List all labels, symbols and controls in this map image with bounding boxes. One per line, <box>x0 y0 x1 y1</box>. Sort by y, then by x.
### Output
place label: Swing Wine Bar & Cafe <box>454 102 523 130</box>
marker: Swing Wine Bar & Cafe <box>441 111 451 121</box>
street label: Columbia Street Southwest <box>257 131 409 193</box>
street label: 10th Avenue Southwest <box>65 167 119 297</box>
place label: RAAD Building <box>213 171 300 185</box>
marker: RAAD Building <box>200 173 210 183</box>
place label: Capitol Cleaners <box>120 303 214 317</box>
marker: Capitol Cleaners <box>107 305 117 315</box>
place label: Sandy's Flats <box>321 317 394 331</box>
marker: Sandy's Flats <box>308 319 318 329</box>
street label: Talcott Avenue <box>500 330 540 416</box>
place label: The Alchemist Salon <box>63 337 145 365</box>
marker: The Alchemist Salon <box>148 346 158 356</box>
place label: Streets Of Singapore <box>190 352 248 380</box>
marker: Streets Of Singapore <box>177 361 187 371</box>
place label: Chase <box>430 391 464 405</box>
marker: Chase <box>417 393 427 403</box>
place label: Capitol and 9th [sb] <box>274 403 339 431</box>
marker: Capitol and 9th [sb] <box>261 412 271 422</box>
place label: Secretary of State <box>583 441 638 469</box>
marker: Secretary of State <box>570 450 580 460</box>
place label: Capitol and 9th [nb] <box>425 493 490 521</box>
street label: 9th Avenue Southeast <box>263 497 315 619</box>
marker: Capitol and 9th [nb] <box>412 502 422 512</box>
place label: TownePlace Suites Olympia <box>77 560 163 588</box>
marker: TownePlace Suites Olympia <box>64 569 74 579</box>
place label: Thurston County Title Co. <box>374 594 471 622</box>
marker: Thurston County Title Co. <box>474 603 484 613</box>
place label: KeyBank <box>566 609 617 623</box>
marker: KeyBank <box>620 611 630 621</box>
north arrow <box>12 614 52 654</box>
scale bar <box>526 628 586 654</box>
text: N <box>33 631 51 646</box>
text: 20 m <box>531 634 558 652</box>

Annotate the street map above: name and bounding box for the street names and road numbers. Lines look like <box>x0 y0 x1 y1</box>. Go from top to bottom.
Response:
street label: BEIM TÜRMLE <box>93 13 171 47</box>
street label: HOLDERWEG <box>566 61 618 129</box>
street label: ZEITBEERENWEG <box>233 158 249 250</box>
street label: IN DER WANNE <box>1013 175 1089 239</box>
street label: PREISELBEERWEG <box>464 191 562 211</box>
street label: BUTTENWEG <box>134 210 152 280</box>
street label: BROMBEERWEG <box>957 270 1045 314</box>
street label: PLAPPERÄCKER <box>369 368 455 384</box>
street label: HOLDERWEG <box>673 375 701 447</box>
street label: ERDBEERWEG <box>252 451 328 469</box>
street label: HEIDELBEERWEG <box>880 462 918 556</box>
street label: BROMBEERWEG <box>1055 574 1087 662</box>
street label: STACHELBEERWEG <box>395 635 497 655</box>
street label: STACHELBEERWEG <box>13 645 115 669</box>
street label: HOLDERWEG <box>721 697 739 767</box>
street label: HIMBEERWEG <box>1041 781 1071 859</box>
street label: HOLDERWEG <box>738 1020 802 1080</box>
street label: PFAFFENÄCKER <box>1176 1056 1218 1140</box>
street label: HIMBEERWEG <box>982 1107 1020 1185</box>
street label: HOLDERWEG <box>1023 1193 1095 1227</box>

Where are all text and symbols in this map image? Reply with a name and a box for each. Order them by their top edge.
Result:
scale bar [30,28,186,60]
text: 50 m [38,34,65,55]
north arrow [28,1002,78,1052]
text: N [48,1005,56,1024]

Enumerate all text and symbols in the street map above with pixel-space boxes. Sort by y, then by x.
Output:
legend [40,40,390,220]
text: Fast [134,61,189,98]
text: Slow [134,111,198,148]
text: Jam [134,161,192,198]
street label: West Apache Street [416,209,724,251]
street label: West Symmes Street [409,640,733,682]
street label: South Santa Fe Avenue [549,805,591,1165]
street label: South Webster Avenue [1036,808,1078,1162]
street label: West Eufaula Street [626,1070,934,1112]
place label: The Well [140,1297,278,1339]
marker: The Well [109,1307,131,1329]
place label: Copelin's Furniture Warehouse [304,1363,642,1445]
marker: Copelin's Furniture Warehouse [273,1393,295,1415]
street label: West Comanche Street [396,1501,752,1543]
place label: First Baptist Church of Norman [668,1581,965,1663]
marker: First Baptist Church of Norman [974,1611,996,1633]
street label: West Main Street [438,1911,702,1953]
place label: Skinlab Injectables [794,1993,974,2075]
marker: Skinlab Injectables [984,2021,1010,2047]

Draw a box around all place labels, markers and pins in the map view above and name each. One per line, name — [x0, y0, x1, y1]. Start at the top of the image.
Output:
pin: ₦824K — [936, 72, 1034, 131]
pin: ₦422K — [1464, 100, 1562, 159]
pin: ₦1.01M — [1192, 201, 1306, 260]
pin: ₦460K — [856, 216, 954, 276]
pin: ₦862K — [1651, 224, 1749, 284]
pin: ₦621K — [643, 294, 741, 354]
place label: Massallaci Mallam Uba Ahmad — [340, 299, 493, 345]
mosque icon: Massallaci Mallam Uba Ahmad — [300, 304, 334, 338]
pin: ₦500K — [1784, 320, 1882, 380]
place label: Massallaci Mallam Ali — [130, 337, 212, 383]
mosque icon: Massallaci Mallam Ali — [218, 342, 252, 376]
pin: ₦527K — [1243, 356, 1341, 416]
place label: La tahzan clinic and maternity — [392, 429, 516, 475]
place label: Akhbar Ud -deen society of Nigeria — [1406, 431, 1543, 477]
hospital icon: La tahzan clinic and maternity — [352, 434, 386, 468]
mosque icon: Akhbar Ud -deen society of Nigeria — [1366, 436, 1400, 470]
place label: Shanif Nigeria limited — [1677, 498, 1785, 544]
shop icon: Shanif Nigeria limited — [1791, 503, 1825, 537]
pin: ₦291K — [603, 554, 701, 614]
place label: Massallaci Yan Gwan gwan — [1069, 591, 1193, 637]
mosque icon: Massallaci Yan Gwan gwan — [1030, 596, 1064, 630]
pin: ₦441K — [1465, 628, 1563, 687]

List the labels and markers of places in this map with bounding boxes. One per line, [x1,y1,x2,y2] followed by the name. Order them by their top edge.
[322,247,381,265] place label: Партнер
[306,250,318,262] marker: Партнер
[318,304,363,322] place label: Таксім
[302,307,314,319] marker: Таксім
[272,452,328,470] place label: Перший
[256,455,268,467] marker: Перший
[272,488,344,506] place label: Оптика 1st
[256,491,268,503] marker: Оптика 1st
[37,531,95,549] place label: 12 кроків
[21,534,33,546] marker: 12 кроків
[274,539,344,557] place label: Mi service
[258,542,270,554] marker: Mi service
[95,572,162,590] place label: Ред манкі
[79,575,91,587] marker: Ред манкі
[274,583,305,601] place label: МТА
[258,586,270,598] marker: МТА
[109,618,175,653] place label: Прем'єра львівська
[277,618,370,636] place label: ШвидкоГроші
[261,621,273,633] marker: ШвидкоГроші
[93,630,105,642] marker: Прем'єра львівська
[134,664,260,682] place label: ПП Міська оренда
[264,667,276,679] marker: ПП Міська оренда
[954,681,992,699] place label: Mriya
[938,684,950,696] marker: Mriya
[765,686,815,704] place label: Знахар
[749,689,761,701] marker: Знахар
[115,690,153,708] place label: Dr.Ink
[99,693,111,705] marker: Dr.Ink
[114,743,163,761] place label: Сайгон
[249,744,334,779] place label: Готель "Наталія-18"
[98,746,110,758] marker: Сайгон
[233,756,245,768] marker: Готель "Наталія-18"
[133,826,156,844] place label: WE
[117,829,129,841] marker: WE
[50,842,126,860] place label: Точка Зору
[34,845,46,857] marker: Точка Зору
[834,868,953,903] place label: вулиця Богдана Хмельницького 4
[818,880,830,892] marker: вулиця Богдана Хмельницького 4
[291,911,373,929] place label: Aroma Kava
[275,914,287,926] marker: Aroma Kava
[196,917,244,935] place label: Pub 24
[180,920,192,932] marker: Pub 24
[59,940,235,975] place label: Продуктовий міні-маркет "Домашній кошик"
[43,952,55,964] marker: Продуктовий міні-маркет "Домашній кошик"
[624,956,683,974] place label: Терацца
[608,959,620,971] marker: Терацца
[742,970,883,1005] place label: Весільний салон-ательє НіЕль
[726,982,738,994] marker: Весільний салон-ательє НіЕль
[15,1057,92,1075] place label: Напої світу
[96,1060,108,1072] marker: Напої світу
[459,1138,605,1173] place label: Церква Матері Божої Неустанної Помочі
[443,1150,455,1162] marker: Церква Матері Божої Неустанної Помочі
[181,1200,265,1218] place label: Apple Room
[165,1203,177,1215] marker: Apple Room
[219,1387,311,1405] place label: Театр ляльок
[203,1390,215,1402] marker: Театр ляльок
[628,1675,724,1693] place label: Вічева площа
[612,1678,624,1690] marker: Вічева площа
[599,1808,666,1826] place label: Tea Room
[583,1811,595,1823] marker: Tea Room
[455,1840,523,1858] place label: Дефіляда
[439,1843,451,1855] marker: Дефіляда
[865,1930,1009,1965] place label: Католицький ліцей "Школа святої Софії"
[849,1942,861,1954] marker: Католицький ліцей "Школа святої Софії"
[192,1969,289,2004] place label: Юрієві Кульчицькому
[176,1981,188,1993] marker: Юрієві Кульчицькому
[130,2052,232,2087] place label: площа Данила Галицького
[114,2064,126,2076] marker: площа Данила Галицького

■ **What is expected**
From the data above, return every line from the line that has "Where are all" up to and including the line that has "Enumerate all text", exactly.

■ **Response**
Where are all text and symbols in this map image? Reply with a name and a box for each. Order them by their top edge.
Result:
scale bar [30,28,186,60]
text: 50 m [38,34,65,55]
north arrow [28,1002,78,1052]
text: N [48,1005,56,1024]

Enumerate all text and symbols in the street map above with pixel-space boxes. Sort by y, then by x.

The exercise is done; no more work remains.